Filipino gymnast and television personality (born 1992)

Samantha Mae Adaliga Bernardo-Moore (born November 10, 1992) is a Filipino television personality, host and beauty pageant titleholder who was appointed as Binibining Pilipinas Grand International 2020. She represented the Philippines at the Miss Grand International 2020 pageant in Bangkok, Thailand and placed 1st Runner-Up.

== Personal life ==
Samantha Mae Adaliga Bernardo was born in Puerto Princesa, Palawan after from San Juan, Metro Manila when she was eight; she carried the banner of her hometown twice in the Binibining Pilipinas pageant in 2018 and 2019. She was a gymnast and competed in MIMAROPA Regional Athletics Meet where she won 5 gold medals and was hailed as the competition's overall champion. She represented Palawan in national meets. She is a graduate of International Hospitality Management at the Palawan State University. She is also a licensed Financial Advisor. She is also the spokesperson of the Philippine Movement Against Malaria and joined David Beckham on the campaign.

On February 20, 2023, Bernardo announced her engagement to her non-showbiz partner Scott Moore in Japan during the week of Valentine's Day. The partners had an engagement photo shoot at The Lacson Ruins in Talisay, Negros Occidental.

On April 12, 2024, Bernardo, wearing a Yeye Pantaleon halter pearl-white neck bridal gown styled by Tei Endencia assisted by hairstylist Darwin Siñel with Theia Gems drop earrings, wed Moore, who was in a beige khaki suit at a beach wedding ceremony in Lapu-Lapu City and Sheraton Cebu Mactan Resort in Mactan, Cebu. In January, the couple had an old Hollywood-inspired prenup shoot photos at Las Casas Filipinas de Acuzar and a Barbie-themed bachelorette party.

=== Health ===
On January 9, 2022, just days after her eviction from the Pinoy Big Brother house, Bernardo contracted COVID-19. She tested negative on January 18, 2022.

==Career==
=== Inside pageantry ===

==== National Pageants ====
- Miss World Philippines 2013
At the age of 20, Bernardo competed at the Miss World Philippines 2013 pageant and placed in the Top 13. The eventual winner was Megan Young, who was later crowned as Miss World 2013. In this pageant, she won the Best in Talent award.

- Binibining Pilipinas 2018
Samantha joined the Binibining Pilipinas 2018 pageant and finished as 2nd runner-up. She also bagged the Reader's Choice award.

- Binibining Pilipinas 2019
Samantha joined the Binibining Pilipinas 2019 pageant, her second time to do so. At the end of the pageant, she was announced as the 2nd runner-up and received the Miss Blackwater special award. Due to the resignation of Miss Grand Philippines 2019 Samantha Ashley Lo, Bernardo was promoted to the 1st runner-up placement as Aya Abesamis assumed the vacated title.

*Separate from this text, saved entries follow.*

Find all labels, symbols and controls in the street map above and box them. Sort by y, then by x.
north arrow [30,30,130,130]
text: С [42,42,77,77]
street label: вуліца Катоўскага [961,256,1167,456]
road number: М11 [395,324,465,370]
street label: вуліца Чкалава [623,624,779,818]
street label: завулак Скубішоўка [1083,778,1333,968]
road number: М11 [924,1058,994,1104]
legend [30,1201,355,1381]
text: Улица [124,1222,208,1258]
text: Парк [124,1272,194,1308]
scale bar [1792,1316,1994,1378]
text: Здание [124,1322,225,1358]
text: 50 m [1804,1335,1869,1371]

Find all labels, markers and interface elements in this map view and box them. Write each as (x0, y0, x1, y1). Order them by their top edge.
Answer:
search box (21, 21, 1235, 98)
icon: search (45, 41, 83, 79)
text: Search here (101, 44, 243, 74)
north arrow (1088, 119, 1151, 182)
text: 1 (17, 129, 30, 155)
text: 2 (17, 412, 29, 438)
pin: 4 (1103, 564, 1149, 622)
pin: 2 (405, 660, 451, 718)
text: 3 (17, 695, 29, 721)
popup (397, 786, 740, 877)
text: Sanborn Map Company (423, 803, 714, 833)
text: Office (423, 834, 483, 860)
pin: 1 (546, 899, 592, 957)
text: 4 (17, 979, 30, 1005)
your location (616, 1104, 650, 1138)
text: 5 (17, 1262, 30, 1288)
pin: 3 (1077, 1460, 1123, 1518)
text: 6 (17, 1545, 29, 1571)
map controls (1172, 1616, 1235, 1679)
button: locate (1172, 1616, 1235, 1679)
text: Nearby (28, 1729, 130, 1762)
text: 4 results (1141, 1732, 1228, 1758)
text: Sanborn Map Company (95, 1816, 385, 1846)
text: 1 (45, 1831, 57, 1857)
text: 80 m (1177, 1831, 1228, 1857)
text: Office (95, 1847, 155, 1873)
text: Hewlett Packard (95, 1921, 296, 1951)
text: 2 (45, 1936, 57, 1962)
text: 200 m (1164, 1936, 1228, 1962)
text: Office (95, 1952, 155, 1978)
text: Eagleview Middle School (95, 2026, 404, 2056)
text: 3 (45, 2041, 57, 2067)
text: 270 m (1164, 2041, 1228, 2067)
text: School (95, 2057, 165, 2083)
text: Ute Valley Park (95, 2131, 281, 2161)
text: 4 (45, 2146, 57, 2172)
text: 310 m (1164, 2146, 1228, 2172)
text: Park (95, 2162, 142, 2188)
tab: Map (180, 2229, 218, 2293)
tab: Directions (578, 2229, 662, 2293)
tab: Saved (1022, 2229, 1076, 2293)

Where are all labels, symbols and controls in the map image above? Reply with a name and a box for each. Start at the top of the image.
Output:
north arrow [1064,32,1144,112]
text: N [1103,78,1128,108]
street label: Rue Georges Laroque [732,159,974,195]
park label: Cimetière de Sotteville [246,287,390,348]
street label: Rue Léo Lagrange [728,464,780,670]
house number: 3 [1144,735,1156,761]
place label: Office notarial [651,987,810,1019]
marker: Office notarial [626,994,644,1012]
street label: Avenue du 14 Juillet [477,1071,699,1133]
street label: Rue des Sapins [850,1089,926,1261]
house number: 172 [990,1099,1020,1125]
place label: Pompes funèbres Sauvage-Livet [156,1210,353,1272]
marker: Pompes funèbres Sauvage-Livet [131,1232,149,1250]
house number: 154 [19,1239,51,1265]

- Binibining Pilipinas 2020
Bernardo tried her luck for the third time at the Binibining Pilipinas 2020 but due to the COVID-19 pandemic, the pageant was postponed. She won the Miss Ever Bilena award before the postponement was announced. The Binibining Pilipinas Organization selected her to represent the Philippines at Miss Grand International 2020 in Bangkok, Thailand instead of the current titleholder, Aya Abesamis, who was said to be past the age requirement for the pageant.

==== International pageants ====
- Miss Grand International 2020
Bernardo represented the Philippines at Miss Grand International 2020 held in Bangkok on March 27, 2020, where she placed 1st Runner-Up.

During the Top 10 speech her message was:

"Year 2020 will be remembered as the most challenging period in our history. COVID-19 pandemic has brought despair, destruction, and death. Today, our world war has changed from armed conflicts to war on hunger, for better healthcare system, racism, and education. It's an everyday battle that confronts all of us, regardless of who we are and where we are from. As a Malaria Free Philippines spokesperson, I have always lived up to my faith in humanity, cultural understanding, and respect for others. These are what I will continue to stand for if I become your next Miss Grand International. I will be a channel of hope, compassion, and unity; to stand and form and stop any form of violence and war in this world. As we face a COVID-free world, join me as we work together in mending our conflicts and focusing on what truly matters. We are living under one sky so let us all live peacefully where love is our language, humanity is our race, and peace is our lasting legacy to the world."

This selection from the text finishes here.